## GIVEN DATA
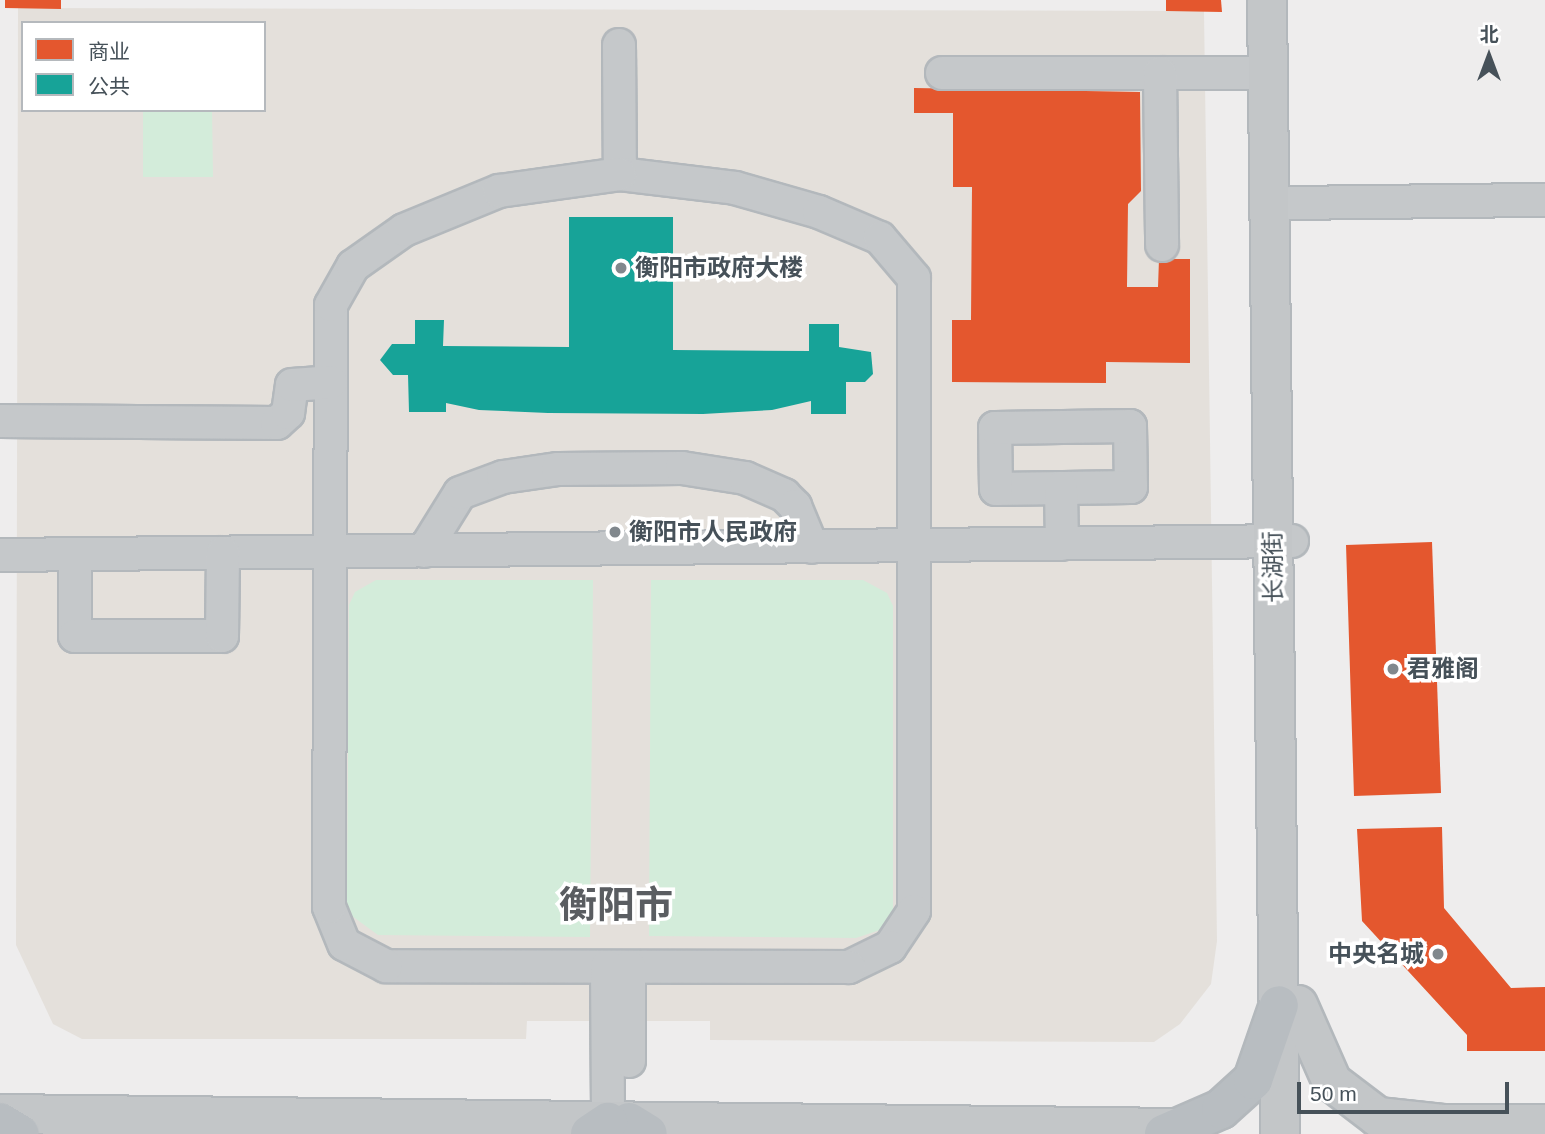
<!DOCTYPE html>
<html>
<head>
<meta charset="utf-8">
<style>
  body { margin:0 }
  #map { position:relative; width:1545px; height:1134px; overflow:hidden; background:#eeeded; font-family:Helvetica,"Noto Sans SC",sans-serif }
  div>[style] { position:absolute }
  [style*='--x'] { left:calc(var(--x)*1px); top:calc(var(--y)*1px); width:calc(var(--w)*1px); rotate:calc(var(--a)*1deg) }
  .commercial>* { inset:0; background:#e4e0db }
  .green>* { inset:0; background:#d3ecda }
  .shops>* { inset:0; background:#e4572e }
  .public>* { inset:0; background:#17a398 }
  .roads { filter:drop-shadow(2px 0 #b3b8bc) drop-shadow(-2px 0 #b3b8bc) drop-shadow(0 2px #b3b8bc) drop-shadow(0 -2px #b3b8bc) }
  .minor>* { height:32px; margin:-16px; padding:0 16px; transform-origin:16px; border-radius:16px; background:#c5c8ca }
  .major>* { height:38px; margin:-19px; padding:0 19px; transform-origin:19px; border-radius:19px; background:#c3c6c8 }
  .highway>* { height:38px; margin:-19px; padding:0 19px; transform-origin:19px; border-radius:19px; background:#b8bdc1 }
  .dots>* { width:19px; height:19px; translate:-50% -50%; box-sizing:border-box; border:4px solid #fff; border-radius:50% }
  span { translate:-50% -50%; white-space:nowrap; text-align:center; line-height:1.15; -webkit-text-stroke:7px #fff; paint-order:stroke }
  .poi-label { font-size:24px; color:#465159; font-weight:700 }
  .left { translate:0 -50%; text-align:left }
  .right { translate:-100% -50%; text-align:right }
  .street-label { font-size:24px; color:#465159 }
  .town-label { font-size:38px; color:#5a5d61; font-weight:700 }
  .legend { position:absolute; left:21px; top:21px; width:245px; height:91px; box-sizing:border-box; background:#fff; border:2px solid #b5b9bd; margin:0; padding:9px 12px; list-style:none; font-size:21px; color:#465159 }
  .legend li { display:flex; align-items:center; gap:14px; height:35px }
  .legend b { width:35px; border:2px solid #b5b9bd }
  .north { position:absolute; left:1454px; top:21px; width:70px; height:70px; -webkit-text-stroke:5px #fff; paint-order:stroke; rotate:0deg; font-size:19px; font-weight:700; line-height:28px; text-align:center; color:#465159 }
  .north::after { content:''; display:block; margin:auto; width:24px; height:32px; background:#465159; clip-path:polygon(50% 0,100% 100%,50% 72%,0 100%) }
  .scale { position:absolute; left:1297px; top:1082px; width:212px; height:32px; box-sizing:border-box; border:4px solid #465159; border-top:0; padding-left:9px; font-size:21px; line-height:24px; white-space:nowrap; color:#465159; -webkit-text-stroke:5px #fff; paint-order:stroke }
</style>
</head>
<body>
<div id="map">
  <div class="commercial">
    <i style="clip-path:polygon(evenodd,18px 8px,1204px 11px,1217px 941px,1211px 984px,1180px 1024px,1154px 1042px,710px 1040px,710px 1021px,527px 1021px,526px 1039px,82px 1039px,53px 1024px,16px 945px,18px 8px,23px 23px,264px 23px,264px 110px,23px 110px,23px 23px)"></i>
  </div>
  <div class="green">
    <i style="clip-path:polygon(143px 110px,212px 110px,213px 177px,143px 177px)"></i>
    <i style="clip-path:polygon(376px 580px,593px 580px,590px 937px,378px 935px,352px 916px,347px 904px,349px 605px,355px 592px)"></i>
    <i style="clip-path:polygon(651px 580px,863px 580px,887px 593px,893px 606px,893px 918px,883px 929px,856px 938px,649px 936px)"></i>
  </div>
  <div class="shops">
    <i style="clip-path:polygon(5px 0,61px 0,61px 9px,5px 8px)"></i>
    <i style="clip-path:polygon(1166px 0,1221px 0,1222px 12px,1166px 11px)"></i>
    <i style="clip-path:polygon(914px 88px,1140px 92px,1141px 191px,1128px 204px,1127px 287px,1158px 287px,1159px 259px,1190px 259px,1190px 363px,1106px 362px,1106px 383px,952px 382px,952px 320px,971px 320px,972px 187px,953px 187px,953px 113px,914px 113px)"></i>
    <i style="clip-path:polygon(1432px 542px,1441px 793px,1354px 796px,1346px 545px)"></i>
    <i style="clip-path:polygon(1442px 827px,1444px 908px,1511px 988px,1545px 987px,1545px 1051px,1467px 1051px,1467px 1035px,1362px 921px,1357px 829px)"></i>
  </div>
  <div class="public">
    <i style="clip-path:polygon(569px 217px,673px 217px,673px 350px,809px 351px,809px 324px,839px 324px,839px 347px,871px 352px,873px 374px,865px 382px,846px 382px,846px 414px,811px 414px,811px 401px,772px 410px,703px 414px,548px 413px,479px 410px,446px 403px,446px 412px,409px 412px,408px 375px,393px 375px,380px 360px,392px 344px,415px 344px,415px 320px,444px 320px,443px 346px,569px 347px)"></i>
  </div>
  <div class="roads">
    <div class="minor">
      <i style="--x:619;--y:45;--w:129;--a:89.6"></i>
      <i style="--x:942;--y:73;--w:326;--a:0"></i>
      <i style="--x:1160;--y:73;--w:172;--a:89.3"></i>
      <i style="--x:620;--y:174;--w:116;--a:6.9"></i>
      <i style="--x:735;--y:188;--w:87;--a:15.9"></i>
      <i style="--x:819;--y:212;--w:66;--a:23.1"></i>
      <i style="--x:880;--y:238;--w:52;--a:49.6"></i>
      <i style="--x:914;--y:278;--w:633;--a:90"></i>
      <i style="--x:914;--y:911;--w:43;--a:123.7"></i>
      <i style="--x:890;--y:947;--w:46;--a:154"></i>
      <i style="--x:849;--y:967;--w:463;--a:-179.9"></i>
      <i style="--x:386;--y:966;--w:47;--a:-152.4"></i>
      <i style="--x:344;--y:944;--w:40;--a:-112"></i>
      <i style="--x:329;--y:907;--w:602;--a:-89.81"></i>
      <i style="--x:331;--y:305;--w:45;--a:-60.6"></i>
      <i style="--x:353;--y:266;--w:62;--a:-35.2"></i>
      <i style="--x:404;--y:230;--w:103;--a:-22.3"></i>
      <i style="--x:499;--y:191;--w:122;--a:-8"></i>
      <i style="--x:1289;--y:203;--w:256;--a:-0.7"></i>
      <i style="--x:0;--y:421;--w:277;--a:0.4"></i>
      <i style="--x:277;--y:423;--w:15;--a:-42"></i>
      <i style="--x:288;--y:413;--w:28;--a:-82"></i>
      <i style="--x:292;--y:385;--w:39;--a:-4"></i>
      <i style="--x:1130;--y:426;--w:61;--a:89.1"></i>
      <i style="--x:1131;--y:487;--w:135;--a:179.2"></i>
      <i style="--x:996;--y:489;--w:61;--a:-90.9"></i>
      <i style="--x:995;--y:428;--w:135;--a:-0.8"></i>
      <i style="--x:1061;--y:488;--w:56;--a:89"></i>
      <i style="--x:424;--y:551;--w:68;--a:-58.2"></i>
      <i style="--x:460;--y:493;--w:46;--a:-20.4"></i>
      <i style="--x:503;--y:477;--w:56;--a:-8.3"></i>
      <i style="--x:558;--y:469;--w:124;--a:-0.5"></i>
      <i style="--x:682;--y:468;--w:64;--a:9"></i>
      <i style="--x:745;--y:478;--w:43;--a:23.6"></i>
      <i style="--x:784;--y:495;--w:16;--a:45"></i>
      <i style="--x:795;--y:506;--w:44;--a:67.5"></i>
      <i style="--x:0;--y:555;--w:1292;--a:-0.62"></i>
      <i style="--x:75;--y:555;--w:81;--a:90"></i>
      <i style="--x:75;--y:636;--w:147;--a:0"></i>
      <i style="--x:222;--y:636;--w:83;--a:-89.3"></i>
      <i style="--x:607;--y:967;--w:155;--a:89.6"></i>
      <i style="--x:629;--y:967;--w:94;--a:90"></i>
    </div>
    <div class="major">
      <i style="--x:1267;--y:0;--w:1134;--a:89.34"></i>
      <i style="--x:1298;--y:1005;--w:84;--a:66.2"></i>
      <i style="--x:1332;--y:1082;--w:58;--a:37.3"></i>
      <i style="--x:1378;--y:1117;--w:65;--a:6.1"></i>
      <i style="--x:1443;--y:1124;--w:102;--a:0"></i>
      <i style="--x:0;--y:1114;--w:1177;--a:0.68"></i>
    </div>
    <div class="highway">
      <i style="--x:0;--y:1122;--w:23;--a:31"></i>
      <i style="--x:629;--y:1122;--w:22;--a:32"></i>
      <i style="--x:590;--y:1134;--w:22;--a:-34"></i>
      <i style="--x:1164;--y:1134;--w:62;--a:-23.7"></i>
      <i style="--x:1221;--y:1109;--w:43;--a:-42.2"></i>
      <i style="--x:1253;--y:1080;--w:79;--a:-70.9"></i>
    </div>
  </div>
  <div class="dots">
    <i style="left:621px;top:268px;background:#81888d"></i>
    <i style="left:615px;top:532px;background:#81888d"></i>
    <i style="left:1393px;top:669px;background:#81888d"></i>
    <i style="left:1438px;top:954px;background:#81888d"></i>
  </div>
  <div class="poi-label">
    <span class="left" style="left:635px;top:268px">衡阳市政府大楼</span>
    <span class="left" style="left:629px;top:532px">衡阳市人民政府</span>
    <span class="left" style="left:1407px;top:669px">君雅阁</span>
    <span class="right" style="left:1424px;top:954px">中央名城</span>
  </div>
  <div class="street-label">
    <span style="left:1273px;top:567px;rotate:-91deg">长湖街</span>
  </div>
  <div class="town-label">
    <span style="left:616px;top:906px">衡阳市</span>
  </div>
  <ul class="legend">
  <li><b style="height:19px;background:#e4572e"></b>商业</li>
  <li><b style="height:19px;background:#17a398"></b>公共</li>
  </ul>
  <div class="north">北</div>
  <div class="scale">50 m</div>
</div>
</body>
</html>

## REQUIREMENT
Say again, exactly, only those lines of the records that run from the start through the line with "filter:drop-shadow(2px 0 #b3b8bc)". Pictures are to be skipped.

## EXERCISE OUTPUT
<!DOCTYPE html>
<html>
<head>
<meta charset="utf-8">
<style>
  body { margin:0 }
  #map { position:relative; width:1545px; height:1134px; overflow:hidden; background:#eeeded; font-family:Helvetica,"Noto Sans SC",sans-serif }
  div>[style] { position:absolute }
  [style*='--x'] { left:calc(var(--x)*1px); top:calc(var(--y)*1px); width:calc(var(--w)*1px); rotate:calc(var(--a)*1deg) }
  .commercial>* { inset:0; background:#e4e0db }
  .green>* { inset:0; background:#d3ecda }
  .shops>* { inset:0; background:#e4572e }
  .public>* { inset:0; background:#17a398 }
  .roads { filter:drop-shadow(2px 0 #b3b8bc) drop-shadow(-2px 0 #b3b8bc) drop-shadow(0 2px #b3b8bc) drop-shadow(0 -2px #b3b8bc) }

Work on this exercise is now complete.